▶ _What you will do_: Please filter the listing below and copy out the lines that hold "align".

Start of Exercise material

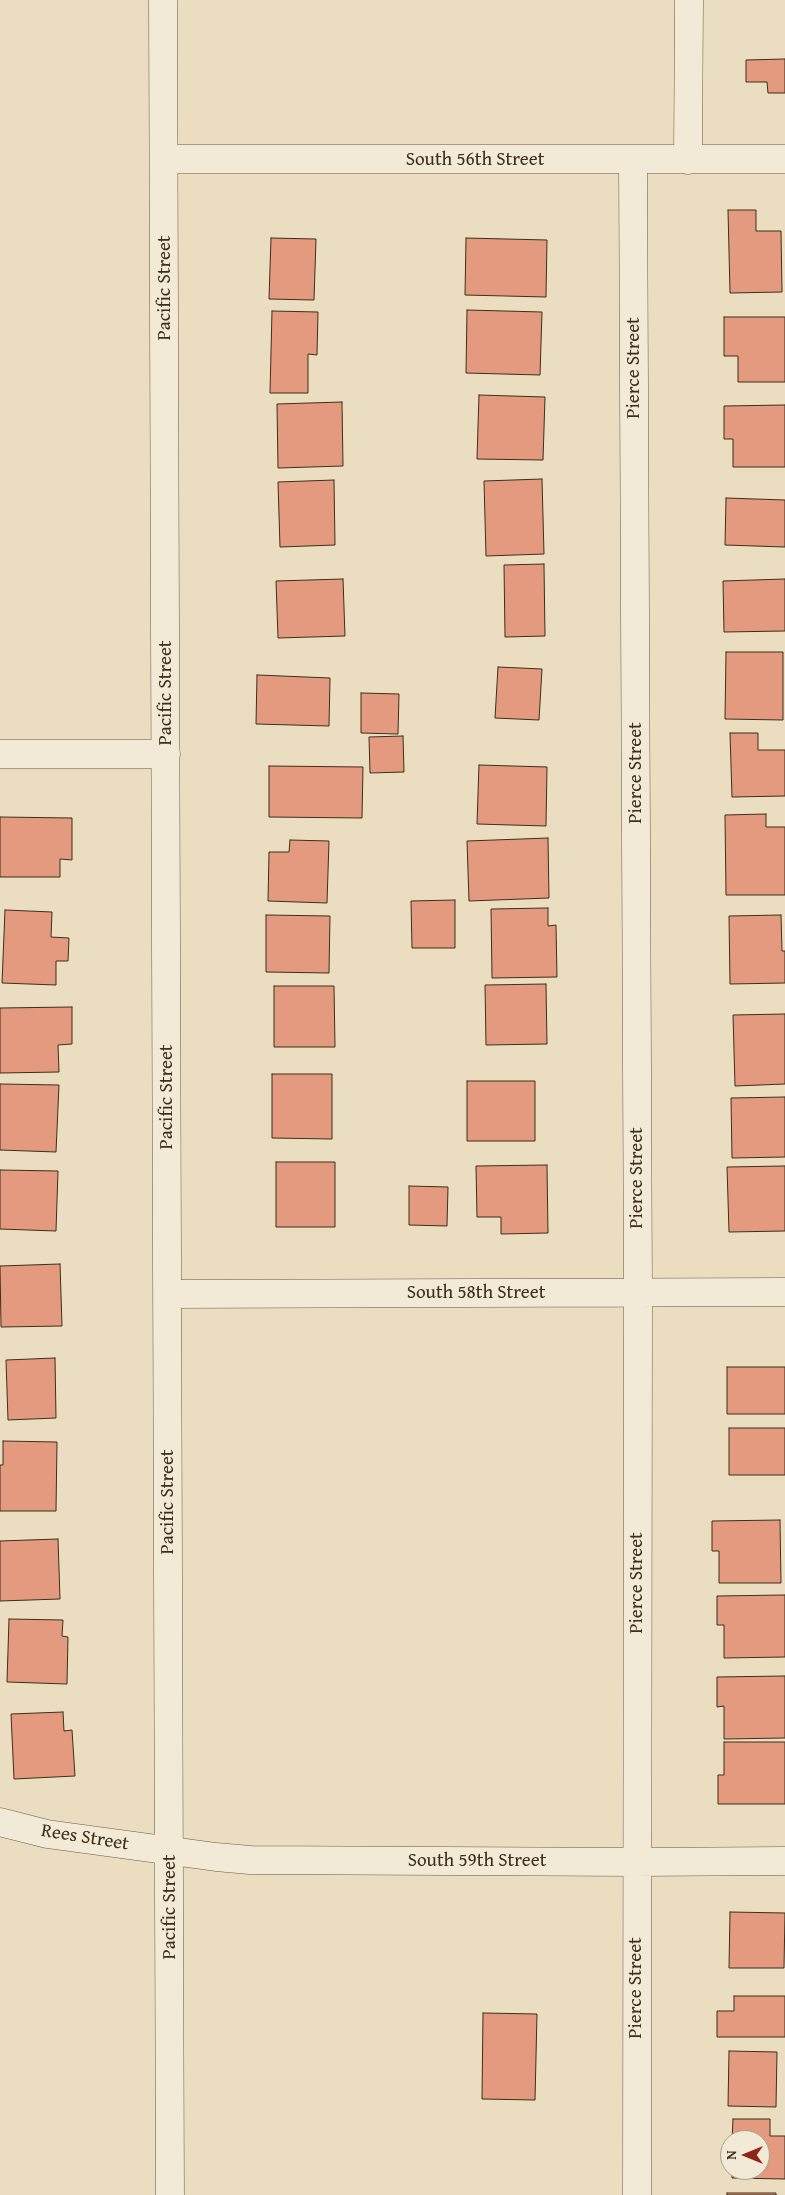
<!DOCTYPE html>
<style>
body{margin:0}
#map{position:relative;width:785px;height:2195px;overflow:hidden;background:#ebdec0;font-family:"Gentium Book Plus",serif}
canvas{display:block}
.north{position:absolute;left:720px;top:2130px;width:50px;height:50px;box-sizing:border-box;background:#f2ead6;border:1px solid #a99f8b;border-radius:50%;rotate:270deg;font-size:14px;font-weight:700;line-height:20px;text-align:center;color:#3c2e1b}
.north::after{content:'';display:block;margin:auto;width:18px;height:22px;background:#8f2418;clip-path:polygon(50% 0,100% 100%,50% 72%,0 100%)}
</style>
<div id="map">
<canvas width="785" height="2195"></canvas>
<div class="north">N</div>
</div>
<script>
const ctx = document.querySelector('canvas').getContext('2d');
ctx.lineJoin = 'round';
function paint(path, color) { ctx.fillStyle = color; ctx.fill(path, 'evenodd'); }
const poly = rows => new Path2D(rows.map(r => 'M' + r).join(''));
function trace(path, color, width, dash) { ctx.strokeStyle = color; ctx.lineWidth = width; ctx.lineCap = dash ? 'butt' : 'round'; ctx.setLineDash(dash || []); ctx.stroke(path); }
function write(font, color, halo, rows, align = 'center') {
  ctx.font = font + ' "Gentium Book Plus",serif'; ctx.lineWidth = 5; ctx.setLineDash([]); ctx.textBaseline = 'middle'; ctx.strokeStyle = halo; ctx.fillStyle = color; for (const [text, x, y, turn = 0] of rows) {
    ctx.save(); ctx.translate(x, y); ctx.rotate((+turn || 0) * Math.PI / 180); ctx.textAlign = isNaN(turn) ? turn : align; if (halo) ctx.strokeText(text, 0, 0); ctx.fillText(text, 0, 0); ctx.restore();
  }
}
const building = poly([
 [785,59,785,93,768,93,767,82,746,82,746,60,785,59],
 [728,210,756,210,756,231,781,231,782,292,730,293,728,210],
 [271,238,316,239,314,300,269,299,271,238],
 [466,238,547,240,546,297,465,295,466,238],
 [467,310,542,312,540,375,466,373,467,310],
 [272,311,318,312,317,355,308,354,308,393,270,393,272,311],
 [724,317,785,317,785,382,738,382,738,356,724,356,724,317],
 [479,395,545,397,543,460,477,459,479,395],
 [342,402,343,466,278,468,277,404,342,402],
 [785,405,785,467,733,467,733,439,724,439,724,406,785,405],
 [542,479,544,554,486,556,484,481,542,479],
 [334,480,335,545,280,547,278,482,334,480],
 [726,498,785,500,785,547,725,545,726,498],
 [544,564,545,636,505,637,504,565,544,564],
 [343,579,345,636,278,638,276,581,343,579],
 [785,579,785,631,724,632,723,581,785,579],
 [726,652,783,652,783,720,725,719,726,652],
 [498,667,542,669,539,720,495,718,498,667],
 [257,675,330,678,329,726,256,724,257,675],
 [361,693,399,694,398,734,361,733,361,693],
 [730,733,758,733,758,750,785,750,785,796,732,797,730,733],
 [403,736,404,772,370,773,369,737,403,736],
 [479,765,547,767,546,826,477,824,479,765],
 [269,766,363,767,362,818,269,817,269,766],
 [766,814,766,827,785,827,785,895,726,895,725,815,766,814],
 [0,817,72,818,72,860,60,859,60,877,0,877,0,817],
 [548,838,549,898,469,901,467,841,548,838],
 [290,840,329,841,327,903,268,901,269,852,289,852,290,840],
 [455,900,455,948,412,948,411,901,455,900],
 [548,908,548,926,556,925,557,977,492,978,491,909,548,908],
 [5,910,52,912,51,937,69,938,68,961,56,961,56,985,2,983,5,910],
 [266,915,330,916,329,973,266,972,266,915],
 [781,915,782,951,785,951,785,983,730,984,729,916,781,915],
 [546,984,547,1044,486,1045,485,985,546,984],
 [274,986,334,986,335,1047,274,1047,274,986],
 [72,1007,72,1044,58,1045,59,1072,0,1073,0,1008,72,1007],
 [785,1014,785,1084,735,1086,733,1015,785,1014],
 [272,1074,332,1074,332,1139,272,1138,272,1074],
 [467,1081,535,1081,535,1141,467,1141,467,1081],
 [0,1084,59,1085,56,1152,0,1150,0,1084],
 [785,1097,785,1157,732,1158,731,1098,785,1097],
 [276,1162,335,1162,335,1227,276,1227,276,1162],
 [547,1165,548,1233,501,1234,501,1217,477,1217,476,1166,547,1165],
 [785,1166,785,1231,729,1232,727,1167,785,1166],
 [0,1170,58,1171,56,1231,0,1229,0,1170],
 [409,1186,448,1187,447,1226,409,1225,409,1186],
 [60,1264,62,1326,1,1327,0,1266,60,1264],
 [55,1358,56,1418,8,1420,6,1360,55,1358],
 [727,1367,785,1367,785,1414,727,1414,727,1367],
 [729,1428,785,1428,785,1475,729,1475,729,1428],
 [3,1441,57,1442,56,1511,0,1511,0,1465,3,1465,3,1441],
 [780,1520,781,1583,719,1583,719,1551,712,1551,712,1521,780,1520],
 [58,1539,60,1599,0,1601,0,1541,58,1539],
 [785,1595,785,1657,724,1658,724,1625,717,1625,717,1596,785,1595],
 [9,1619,63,1620,62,1636,68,1637,67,1684,7,1682,9,1619],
 [785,1676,785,1738,724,1739,724,1706,717,1707,717,1677,785,1676],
 [63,1712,64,1731,72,1730,75,1776,14,1779,11,1714,63,1712],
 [724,1742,785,1742,785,1804,718,1804,718,1775,724,1775,724,1742],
 [730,1912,785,1913,784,1968,729,1968,730,1912],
 [734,1996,785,1996,785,2037,717,2037,717,2011,734,2011,734,1996],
 [483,2013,537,2014,535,2100,482,2099,483,2013],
 [729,2051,777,2052,776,2107,728,2106,729,2051],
 [733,2119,770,2119,770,2136,785,2136,785,2179,732,2178,732,2170,760,2170,760,2140,732,2140,733,2119],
 [727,2193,776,2193,776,2195,727,2195,727,2193]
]);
paint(building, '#e39a7f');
trace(building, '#3c2e1b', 1);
const minor = poly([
 [163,0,170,2195],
 [164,159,785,159],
 [633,160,638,1292,637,2195],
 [688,160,689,0],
 [0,754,166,754],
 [168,1294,785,1292],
 [0,1822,47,1834,216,1857,250,1860,636,1862,785,1861]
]);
trace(minor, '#685a44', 29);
trace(minor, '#f2ead6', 28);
write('19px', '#3c2e1b', '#f2ead6', [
 ["South 56th Street",475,160],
 ["Pacific Street",165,288,-90],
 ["Pierce Street",634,368,-90],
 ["Pacific Street",166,693,-90],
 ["Pierce Street",636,773,-90],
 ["Pacific Street",167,1097,-90],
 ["Pierce Street",637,1178,-90],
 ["South 58th Street",476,1293],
 ["Pacific Street",168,1502,-90],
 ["Pierce Street",637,1583,-90],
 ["Rees Street",85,1838,9],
 ["South 59th Street",477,1861],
 ["Pacific Street",170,1907,-90],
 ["Pierce Street",636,1988,-90]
]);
</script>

End of Exercise material

▶ _Your solution_:
.north{position:absolute;left:720px;top:2130px;width:50px;height:50px;box-sizing:border-box;background:#f2ead6;border:1px solid #a99f8b;border-radius:50%;rotate:270deg;font-size:14px;font-weight:700;line-height:20px;text-align:center;color:#3c2e1b}
function write(font, color, halo, rows, align = 'center') {
    ctx.save(); ctx.translate(x, y); ctx.rotate((+turn || 0) * Math.PI / 180); ctx.textAlign = isNaN(turn) ? turn : align; if (halo) ctx.strokeText(text, 0, 0); ctx.fillText(text, 0, 0); ctx.restore();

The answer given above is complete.